__What you have to do__. Check each line of the material. Copy those containing "scale".
+++
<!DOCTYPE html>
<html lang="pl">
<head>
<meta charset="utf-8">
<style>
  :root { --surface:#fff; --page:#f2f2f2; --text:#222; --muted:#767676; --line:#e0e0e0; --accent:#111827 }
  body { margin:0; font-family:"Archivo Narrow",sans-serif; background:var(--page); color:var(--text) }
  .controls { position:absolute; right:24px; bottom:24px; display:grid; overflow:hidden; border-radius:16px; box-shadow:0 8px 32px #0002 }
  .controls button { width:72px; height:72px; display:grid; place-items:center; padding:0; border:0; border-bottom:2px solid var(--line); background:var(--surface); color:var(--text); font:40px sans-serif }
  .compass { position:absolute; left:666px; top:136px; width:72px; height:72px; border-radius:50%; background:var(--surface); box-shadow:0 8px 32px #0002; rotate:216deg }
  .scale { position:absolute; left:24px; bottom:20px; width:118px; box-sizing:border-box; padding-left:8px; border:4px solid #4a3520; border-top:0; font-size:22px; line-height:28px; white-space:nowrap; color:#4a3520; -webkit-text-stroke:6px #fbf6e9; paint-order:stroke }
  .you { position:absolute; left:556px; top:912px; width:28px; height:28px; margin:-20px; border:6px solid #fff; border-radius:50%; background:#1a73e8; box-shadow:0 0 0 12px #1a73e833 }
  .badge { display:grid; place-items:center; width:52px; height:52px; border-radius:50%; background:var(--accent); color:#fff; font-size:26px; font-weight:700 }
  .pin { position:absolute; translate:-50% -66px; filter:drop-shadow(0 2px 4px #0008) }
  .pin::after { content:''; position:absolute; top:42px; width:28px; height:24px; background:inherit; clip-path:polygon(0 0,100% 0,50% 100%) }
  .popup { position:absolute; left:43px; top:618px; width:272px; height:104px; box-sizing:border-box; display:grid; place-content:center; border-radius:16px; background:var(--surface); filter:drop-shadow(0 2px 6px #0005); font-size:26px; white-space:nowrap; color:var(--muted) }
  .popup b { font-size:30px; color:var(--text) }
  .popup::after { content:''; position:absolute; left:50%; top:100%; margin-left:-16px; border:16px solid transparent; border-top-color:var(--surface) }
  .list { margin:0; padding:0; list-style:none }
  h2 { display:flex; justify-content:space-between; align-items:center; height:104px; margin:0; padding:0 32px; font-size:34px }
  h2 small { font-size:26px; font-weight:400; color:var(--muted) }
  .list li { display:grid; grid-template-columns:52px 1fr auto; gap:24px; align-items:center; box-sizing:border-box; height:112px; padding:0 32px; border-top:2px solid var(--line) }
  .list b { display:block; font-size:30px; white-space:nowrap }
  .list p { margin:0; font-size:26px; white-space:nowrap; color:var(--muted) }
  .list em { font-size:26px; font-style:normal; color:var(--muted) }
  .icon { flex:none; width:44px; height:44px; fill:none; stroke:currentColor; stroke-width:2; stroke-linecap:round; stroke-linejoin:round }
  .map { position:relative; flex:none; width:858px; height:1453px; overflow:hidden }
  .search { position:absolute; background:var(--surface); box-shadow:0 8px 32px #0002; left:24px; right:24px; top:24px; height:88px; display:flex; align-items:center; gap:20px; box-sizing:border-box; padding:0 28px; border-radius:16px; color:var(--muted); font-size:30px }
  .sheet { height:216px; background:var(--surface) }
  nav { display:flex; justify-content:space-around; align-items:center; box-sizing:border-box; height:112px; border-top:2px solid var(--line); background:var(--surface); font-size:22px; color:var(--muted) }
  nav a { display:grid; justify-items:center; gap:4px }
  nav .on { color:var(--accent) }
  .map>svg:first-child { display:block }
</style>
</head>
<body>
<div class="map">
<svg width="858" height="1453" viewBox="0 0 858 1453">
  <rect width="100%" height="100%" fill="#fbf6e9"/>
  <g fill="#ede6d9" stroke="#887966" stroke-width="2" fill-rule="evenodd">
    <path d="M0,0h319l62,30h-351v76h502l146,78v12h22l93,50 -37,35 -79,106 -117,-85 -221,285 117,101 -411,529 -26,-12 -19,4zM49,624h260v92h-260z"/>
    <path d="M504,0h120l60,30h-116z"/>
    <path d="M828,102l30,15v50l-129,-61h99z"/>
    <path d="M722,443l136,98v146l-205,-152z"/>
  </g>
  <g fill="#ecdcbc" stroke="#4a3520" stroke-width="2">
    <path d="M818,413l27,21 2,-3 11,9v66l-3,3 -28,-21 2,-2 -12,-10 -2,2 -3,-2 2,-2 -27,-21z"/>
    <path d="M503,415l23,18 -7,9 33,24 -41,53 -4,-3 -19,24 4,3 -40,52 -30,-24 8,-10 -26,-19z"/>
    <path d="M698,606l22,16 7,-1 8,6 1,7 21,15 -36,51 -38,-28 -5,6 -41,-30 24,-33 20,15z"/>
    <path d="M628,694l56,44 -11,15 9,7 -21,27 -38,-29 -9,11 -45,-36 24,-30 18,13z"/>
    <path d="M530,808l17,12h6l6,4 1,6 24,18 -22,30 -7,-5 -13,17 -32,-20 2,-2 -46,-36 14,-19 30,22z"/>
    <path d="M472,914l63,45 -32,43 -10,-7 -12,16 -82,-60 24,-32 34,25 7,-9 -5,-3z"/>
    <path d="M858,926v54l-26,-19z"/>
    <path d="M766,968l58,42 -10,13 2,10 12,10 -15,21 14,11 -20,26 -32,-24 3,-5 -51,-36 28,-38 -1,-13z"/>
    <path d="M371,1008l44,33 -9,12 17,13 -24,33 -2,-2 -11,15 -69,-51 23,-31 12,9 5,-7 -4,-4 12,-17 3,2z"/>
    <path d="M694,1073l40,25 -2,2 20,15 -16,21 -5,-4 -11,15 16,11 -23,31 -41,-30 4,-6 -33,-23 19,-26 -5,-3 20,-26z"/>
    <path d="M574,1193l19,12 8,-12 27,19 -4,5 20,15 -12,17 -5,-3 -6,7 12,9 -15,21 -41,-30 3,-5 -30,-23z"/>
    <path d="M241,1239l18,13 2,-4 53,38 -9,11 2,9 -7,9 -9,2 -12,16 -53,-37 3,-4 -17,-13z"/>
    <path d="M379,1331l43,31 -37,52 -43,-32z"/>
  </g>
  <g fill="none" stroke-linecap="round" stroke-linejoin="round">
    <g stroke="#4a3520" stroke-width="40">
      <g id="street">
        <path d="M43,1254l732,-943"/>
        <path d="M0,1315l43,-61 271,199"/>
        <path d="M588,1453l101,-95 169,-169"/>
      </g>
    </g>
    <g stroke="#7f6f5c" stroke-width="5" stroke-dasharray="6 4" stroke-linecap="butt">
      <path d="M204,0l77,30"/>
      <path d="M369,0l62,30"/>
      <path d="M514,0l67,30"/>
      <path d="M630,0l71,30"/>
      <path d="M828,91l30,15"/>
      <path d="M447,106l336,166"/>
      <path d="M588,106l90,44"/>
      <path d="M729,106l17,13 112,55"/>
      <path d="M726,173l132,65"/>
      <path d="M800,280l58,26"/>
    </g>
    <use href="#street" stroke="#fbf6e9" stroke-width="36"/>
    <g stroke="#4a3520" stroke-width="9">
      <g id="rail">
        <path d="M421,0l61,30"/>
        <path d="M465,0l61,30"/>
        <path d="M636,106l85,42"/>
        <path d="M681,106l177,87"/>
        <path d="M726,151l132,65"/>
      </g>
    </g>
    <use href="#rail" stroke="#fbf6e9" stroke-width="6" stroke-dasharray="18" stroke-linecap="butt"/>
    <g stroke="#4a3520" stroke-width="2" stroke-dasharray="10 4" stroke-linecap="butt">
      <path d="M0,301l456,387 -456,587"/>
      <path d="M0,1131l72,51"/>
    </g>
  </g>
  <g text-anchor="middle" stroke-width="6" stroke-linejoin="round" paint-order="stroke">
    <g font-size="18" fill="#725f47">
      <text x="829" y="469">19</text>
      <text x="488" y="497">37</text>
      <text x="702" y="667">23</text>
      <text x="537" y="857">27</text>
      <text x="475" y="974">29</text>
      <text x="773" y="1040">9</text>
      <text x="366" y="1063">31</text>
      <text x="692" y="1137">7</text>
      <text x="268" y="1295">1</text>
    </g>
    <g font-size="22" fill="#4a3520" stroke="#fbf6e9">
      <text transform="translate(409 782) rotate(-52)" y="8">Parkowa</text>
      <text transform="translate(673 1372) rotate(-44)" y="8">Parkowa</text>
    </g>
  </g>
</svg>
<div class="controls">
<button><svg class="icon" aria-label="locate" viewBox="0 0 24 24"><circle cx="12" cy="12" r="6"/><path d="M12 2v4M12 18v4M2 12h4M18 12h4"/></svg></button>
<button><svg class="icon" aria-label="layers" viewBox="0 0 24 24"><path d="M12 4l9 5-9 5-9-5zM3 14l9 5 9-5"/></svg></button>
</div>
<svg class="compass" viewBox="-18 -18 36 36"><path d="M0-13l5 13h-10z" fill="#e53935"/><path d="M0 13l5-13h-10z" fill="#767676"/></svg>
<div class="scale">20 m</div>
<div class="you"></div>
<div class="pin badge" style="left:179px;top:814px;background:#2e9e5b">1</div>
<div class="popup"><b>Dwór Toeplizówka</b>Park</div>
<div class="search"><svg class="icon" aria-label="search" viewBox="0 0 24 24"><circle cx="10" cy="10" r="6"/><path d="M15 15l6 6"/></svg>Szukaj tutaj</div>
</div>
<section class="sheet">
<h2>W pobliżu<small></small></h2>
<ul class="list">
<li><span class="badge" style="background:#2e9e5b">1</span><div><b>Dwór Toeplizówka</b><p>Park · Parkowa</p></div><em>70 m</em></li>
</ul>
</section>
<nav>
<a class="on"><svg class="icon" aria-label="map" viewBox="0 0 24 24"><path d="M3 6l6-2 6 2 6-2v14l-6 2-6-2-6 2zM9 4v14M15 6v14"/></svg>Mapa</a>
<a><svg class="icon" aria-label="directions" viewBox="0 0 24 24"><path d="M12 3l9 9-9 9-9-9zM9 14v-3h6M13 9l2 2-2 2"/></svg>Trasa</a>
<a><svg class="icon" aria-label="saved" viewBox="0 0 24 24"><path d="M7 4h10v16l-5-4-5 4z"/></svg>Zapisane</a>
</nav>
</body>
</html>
+++
__Worked solution__.
  .scale { position:absolute; left:24px; bottom:20px; width:118px; box-sizing:border-box; padding-left:8px; border:4px solid #4a3520; border-top:0; font-size:22px; line-height:28px; white-space:nowrap; color:#4a3520; -webkit-text-stroke:6px #fbf6e9; paint-order:stroke }
<div class="scale">20 m</div>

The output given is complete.